**Task statement**
Would you please copy every line below that includes the string "Punta"?

**Data**
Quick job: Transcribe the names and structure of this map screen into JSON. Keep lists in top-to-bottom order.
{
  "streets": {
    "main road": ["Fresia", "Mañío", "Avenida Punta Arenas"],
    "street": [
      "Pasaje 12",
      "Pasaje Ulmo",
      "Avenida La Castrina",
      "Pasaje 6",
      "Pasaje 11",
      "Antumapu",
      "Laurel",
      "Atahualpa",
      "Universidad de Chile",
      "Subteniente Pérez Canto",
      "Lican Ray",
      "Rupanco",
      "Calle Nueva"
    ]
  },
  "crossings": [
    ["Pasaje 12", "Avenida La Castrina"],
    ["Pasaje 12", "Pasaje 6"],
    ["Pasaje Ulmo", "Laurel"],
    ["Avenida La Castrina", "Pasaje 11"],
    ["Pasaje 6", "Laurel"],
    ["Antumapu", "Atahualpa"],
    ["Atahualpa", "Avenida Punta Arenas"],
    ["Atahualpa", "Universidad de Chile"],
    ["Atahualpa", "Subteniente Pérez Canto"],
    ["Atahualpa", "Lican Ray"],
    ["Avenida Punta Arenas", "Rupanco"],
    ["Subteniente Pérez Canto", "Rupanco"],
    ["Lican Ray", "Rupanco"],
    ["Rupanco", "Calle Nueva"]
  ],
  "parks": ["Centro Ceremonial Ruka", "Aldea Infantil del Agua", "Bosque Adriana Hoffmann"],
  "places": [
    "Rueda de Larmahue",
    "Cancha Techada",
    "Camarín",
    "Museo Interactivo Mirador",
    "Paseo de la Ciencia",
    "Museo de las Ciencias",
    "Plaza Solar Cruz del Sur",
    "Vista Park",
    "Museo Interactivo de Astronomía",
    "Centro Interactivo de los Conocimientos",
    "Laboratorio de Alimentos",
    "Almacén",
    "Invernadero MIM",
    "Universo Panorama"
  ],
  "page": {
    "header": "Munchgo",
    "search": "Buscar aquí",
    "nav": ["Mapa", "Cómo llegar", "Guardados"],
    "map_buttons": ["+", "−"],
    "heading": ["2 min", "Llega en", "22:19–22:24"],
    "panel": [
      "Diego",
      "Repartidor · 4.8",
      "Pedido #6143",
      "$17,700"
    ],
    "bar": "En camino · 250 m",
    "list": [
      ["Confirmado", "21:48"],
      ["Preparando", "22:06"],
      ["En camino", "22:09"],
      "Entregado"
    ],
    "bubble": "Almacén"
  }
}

**Task response**
    "main road": ["Fresia", "Mañío", "Avenida Punta Arenas"],
    ["Atahualpa", "Avenida Punta Arenas"],
    ["Avenida Punta Arenas", "Rupanco"],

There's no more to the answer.